§ Task description:
In the records below, find the line containing "M672 836 689" and the line containing "M265 1031 274 1047 270 1049H265L257 1035Z"; please repeat exactly the lines from one to the other, both included, and nothing more.

§ Raw data:
[Start of Attachment]

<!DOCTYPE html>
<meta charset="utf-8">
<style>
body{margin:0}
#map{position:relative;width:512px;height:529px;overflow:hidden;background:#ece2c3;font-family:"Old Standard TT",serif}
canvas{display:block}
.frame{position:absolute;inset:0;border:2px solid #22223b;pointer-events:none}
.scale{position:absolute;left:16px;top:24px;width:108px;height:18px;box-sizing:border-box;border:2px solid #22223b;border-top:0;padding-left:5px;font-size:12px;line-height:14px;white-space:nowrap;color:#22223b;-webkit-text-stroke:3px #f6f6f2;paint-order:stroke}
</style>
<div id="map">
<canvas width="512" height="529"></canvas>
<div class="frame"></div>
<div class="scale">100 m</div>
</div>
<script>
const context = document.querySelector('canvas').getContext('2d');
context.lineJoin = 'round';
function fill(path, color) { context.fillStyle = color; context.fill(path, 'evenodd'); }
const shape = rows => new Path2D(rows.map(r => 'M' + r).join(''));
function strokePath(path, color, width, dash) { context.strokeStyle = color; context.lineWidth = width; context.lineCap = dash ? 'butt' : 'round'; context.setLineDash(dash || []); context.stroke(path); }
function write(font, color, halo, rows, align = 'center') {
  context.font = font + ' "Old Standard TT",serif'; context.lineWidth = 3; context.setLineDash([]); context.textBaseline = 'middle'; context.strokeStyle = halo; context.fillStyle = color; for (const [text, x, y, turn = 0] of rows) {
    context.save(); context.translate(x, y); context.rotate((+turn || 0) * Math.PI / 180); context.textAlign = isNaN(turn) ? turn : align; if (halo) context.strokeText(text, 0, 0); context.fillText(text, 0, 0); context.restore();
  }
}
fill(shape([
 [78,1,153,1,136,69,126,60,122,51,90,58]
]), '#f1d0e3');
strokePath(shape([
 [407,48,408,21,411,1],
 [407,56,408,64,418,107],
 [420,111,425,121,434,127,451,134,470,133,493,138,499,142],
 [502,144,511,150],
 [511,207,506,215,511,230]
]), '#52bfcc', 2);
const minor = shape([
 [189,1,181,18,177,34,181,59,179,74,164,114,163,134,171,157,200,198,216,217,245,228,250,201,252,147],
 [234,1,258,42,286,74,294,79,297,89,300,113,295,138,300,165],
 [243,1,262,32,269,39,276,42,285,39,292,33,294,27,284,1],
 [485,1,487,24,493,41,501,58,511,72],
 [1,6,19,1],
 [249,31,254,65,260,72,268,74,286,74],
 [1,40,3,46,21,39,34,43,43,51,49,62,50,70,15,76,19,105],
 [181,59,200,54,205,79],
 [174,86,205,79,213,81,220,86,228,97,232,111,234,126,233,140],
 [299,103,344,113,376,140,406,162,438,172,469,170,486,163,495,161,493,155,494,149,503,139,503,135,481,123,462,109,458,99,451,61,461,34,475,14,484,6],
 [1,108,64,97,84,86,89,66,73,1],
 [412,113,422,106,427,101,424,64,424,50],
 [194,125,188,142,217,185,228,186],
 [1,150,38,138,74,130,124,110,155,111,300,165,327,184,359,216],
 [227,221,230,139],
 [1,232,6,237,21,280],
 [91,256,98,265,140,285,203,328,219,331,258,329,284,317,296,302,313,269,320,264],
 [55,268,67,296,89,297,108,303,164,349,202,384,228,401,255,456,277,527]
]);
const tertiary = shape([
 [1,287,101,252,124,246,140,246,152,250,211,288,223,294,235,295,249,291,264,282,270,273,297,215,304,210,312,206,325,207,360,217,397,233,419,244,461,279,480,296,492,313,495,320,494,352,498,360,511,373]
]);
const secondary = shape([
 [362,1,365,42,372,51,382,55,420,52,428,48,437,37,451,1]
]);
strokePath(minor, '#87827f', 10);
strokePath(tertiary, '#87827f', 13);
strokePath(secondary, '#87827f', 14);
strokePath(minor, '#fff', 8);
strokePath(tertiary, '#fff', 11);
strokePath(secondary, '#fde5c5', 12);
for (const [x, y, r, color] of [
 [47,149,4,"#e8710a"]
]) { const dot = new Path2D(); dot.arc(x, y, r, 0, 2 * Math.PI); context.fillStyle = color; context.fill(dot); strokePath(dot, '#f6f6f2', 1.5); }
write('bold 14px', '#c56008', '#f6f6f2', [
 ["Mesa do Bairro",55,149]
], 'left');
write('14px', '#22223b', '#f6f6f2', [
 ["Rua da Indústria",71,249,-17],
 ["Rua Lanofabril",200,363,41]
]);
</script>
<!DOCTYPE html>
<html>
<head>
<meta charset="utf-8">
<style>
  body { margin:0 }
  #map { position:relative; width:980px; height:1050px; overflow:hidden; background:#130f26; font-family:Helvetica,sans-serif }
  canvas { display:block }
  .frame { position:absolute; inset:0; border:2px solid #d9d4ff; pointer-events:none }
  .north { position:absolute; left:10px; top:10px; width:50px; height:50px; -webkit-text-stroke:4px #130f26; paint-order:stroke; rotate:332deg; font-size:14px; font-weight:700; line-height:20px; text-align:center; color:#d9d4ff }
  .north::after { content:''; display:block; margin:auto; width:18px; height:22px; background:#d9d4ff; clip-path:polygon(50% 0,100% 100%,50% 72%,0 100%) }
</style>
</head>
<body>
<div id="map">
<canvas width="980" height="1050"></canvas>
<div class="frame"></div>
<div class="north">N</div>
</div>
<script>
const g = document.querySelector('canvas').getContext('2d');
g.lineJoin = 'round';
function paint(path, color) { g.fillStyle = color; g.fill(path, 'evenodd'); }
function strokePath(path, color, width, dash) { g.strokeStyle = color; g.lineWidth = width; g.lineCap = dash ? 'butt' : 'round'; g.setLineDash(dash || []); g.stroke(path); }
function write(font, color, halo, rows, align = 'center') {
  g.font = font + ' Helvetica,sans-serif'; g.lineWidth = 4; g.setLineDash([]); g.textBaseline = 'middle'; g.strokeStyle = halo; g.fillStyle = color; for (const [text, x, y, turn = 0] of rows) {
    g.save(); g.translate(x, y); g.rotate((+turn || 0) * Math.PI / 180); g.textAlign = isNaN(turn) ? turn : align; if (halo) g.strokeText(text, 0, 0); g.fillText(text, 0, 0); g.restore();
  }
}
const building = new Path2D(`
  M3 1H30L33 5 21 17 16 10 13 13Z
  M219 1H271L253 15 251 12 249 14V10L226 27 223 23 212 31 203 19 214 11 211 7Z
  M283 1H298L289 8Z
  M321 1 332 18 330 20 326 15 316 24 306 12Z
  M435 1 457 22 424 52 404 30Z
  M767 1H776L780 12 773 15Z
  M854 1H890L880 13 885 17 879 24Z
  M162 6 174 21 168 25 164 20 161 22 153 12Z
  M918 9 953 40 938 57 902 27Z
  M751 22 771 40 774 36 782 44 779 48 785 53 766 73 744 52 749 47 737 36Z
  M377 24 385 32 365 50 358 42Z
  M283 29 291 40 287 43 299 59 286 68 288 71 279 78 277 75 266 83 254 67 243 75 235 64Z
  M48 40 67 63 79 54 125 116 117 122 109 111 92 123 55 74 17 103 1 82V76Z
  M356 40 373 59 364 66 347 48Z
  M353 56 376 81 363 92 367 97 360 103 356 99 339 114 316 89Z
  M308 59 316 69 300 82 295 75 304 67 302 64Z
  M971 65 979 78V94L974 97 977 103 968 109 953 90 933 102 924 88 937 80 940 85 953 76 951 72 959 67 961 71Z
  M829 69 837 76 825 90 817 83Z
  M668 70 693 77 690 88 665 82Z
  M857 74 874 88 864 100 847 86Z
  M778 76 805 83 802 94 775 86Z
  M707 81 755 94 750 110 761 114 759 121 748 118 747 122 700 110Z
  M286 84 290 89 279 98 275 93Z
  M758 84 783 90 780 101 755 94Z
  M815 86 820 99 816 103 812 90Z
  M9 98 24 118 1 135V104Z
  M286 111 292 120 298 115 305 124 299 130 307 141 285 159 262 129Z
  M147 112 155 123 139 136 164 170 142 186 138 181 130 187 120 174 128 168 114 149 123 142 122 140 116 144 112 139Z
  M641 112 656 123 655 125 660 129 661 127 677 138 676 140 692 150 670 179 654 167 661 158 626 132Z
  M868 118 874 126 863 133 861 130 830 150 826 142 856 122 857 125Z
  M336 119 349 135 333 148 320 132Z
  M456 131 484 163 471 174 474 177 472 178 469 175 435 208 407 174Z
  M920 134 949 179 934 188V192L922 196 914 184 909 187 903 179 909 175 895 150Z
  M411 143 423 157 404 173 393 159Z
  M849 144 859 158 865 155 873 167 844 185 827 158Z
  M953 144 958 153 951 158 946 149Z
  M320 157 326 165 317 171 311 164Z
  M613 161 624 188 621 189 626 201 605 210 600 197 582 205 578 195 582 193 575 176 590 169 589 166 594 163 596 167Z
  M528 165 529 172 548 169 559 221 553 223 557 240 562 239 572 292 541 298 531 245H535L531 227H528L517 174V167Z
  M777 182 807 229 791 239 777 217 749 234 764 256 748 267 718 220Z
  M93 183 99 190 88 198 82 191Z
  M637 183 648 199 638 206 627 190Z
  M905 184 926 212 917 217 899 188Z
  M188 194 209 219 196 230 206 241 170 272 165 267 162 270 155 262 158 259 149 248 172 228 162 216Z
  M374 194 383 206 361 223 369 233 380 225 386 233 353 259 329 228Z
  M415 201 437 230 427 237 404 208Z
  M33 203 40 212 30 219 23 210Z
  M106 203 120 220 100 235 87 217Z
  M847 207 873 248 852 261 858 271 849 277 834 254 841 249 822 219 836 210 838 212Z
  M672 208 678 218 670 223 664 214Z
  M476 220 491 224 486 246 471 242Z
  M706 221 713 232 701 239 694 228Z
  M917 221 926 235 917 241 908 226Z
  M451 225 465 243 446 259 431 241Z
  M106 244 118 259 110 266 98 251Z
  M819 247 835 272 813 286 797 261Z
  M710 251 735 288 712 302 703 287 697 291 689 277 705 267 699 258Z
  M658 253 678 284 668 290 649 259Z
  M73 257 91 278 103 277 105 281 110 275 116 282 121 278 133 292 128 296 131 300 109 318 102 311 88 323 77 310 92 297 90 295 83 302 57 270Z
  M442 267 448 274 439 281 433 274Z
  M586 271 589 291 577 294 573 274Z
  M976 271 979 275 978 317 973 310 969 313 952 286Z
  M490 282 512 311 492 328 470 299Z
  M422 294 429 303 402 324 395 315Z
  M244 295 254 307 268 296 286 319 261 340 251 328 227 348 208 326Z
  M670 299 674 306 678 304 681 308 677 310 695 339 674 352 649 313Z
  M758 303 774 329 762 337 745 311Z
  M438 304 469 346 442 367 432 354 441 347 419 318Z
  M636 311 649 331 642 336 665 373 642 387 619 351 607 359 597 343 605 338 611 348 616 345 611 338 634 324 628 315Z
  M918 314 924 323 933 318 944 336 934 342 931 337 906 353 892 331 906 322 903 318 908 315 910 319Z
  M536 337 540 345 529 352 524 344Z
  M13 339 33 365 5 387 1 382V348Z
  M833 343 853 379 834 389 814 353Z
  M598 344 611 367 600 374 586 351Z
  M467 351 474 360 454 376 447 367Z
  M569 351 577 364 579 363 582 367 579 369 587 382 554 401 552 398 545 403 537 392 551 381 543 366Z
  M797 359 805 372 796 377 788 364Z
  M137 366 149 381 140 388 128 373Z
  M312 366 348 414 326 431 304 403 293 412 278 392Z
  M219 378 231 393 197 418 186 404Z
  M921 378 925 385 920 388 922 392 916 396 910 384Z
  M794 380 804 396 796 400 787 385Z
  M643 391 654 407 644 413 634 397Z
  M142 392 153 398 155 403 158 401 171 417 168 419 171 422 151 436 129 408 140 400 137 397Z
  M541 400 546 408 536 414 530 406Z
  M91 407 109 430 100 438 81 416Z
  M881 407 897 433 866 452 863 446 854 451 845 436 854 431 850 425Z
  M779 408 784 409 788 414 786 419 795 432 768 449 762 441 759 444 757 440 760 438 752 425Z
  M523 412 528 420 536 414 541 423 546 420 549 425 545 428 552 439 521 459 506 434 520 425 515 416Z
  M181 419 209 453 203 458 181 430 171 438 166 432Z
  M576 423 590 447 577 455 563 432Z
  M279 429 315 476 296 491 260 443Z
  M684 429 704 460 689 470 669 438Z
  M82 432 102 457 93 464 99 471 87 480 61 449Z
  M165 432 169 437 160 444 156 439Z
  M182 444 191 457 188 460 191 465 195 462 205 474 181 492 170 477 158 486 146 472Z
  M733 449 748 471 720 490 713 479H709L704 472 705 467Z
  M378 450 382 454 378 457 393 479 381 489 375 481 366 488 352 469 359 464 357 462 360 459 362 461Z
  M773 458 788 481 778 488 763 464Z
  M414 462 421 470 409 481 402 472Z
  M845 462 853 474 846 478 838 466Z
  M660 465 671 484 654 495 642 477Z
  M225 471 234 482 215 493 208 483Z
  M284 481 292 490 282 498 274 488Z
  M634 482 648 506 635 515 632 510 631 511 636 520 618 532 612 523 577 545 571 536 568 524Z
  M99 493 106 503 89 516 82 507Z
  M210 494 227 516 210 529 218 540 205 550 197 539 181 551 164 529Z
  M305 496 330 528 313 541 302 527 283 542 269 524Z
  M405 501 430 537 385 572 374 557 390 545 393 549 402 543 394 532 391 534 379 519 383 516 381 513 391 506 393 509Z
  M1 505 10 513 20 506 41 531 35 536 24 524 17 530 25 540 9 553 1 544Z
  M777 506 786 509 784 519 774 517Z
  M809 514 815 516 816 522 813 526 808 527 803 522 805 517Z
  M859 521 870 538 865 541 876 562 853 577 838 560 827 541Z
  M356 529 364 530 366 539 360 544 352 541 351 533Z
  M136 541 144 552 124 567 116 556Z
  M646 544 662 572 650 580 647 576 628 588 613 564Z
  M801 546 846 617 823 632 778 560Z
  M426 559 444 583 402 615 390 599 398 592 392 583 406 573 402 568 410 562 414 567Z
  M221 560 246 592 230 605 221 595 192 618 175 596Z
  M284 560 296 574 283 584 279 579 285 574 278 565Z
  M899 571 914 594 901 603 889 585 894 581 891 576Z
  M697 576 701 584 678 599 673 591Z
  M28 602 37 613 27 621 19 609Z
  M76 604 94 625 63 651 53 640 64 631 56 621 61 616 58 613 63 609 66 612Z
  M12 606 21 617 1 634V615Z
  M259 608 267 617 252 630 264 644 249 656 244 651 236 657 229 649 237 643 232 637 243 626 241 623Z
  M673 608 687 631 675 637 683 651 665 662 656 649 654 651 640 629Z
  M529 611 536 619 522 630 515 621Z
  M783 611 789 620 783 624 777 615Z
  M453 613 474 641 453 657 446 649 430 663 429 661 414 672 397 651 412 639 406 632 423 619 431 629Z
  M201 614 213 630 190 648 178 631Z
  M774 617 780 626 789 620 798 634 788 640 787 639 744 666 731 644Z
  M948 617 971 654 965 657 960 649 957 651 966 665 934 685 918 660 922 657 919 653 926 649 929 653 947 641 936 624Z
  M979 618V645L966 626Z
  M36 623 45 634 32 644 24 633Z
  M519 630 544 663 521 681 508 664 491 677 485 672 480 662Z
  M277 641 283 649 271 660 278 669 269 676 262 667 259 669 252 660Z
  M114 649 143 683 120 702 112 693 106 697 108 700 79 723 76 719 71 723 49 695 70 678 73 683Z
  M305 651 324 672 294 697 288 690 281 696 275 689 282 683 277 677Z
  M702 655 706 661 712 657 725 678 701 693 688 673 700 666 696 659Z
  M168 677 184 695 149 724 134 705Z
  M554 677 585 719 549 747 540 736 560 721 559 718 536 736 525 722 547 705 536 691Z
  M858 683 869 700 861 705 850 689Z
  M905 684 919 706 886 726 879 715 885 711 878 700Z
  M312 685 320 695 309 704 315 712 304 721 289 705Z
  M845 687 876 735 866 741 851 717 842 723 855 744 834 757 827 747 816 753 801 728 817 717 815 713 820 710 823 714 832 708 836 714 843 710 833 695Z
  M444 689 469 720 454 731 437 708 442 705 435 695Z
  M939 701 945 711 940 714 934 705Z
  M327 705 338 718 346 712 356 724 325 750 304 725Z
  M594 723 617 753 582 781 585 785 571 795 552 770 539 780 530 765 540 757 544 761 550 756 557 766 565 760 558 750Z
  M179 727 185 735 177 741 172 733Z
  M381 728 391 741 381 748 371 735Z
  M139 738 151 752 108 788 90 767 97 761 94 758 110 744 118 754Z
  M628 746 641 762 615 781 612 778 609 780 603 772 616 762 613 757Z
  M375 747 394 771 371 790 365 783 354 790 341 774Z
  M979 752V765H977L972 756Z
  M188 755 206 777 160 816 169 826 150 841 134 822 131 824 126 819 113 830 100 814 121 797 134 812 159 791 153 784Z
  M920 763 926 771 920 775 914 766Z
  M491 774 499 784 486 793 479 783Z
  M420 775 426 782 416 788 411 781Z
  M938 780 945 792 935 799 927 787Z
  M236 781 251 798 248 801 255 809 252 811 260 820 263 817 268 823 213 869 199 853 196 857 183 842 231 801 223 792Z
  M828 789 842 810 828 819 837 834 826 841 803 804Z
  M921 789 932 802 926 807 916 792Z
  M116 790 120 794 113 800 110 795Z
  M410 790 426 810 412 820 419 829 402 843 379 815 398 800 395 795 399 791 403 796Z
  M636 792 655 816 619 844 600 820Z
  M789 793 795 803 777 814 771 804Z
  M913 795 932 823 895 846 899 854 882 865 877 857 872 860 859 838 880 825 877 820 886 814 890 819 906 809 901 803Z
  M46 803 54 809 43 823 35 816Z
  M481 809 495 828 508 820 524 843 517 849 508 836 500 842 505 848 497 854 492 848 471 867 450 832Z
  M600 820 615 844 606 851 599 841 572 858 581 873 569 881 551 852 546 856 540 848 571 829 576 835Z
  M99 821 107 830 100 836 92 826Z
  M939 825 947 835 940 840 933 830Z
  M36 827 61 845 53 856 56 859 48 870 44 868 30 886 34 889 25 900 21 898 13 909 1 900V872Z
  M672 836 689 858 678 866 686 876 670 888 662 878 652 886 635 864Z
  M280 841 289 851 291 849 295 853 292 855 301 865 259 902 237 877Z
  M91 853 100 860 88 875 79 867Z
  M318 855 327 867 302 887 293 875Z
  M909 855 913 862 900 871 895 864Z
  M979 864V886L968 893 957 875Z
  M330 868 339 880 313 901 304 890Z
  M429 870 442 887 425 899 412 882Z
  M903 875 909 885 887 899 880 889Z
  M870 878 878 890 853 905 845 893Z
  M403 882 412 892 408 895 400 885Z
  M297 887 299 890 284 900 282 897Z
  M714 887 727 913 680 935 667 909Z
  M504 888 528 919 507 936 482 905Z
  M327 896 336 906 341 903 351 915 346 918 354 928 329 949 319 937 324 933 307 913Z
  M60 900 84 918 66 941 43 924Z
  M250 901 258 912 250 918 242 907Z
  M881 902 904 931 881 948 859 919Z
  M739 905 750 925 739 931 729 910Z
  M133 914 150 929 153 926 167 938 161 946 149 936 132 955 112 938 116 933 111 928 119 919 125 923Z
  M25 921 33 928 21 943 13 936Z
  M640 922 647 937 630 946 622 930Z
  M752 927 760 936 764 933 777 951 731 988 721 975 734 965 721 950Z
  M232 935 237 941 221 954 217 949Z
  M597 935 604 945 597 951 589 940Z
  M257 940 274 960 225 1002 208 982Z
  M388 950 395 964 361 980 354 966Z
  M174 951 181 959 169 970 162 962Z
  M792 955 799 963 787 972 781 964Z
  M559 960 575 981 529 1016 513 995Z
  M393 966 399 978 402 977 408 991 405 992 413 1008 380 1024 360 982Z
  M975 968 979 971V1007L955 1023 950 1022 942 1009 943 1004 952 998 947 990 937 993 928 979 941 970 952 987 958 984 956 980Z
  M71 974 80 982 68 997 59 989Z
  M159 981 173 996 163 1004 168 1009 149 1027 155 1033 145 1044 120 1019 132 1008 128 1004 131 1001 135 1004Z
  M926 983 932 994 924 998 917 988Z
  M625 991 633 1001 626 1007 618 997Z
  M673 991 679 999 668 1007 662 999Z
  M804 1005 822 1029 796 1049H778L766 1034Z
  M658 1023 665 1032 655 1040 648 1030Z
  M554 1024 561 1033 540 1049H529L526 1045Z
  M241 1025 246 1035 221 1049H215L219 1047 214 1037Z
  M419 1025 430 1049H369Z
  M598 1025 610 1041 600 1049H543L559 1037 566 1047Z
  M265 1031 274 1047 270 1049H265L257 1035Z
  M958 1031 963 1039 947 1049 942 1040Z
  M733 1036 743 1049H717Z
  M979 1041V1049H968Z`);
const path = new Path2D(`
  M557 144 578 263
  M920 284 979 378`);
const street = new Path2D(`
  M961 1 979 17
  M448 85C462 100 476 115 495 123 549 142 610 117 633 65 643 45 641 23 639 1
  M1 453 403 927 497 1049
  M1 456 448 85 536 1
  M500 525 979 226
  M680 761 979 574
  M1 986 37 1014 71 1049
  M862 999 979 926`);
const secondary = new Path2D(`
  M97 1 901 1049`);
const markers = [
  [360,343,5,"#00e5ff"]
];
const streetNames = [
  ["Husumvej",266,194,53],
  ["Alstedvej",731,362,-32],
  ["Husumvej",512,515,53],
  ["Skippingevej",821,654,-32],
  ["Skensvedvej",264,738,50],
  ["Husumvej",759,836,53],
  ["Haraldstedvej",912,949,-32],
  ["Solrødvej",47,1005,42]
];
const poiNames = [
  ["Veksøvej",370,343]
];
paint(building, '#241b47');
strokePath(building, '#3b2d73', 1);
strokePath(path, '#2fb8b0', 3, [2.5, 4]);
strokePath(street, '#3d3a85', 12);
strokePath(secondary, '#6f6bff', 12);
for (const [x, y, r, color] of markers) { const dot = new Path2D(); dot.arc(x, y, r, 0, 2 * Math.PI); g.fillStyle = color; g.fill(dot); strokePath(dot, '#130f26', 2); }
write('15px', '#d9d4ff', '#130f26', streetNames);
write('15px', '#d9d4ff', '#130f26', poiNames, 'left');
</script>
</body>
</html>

[End of Attachment]

§ Written response:
  M672 836 689 858 678 866 686 876 670 888 662 878 652 886 635 864Z
  M280 841 289 851 291 849 295 853 292 855 301 865 259 902 237 877Z
  M91 853 100 860 88 875 79 867Z
  M318 855 327 867 302 887 293 875Z
  M909 855 913 862 900 871 895 864Z
  M979 864V886L968 893 957 875Z
  M330 868 339 880 313 901 304 890Z
  M429 870 442 887 425 899 412 882Z
  M903 875 909 885 887 899 880 889Z
  M870 878 878 890 853 905 845 893Z
  M403 882 412 892 408 895 400 885Z
  M297 887 299 890 284 900 282 897Z
  M714 887 727 913 680 935 667 909Z
  M504 888 528 919 507 936 482 905Z
  M327 896 336 906 341 903 351 915 346 918 354 928 329 949 319 937 324 933 307 913Z
  M60 900 84 918 66 941 43 924Z
  M250 901 258 912 250 918 242 907Z
  M881 902 904 931 881 948 859 919Z
  M739 905 750 925 739 931 729 910Z
  M133 914 150 929 153 926 167 938 161 946 149 936 132 955 112 938 116 933 111 928 119 919 125 923Z
  M25 921 33 928 21 943 13 936Z
  M640 922 647 937 630 946 622 930Z
  M752 927 760 936 764 933 777 951 731 988 721 975 734 965 721 950Z
  M232 935 237 941 221 954 217 949Z
  M597 935 604 945 597 951 589 940Z
  M257 940 274 960 225 1002 208 982Z
  M388 950 395 964 361 980 354 966Z
  M174 951 181 959 169 970 162 962Z
  M792 955 799 963 787 972 781 964Z
  M559 960 575 981 529 1016 513 995Z
  M393 966 399 978 402 977 408 991 405 992 413 1008 380 1024 360 982Z
  M975 968 979 971V1007L955 1023 950 1022 942 1009 943 1004 952 998 947 990 937 993 928 979 941 970 952 987 958 984 956 980Z
  M71 974 80 982 68 997 59 989Z
  M159 981 173 996 163 1004 168 1009 149 1027 155 1033 145 1044 120 1019 132 1008 128 1004 131 1001 135 1004Z
  M926 983 932 994 924 998 917 988Z
  M625 991 633 1001 626 1007 618 997Z
  M673 991 679 999 668 1007 662 999Z
  M804 1005 822 1029 796 1049H778L766 1034Z
  M658 1023 665 1032 655 1040 648 1030Z
  M554 1024 561 1033 540 1049H529L526 1045Z
  M241 1025 246 1035 221 1049H215L219 1047 214 1037Z
  M419 1025 430 1049H369Z
  M598 1025 610 1041 600 1049H543L559 1037 566 1047Z
  M265 1031 274 1047 270 1049H265L257 1035Z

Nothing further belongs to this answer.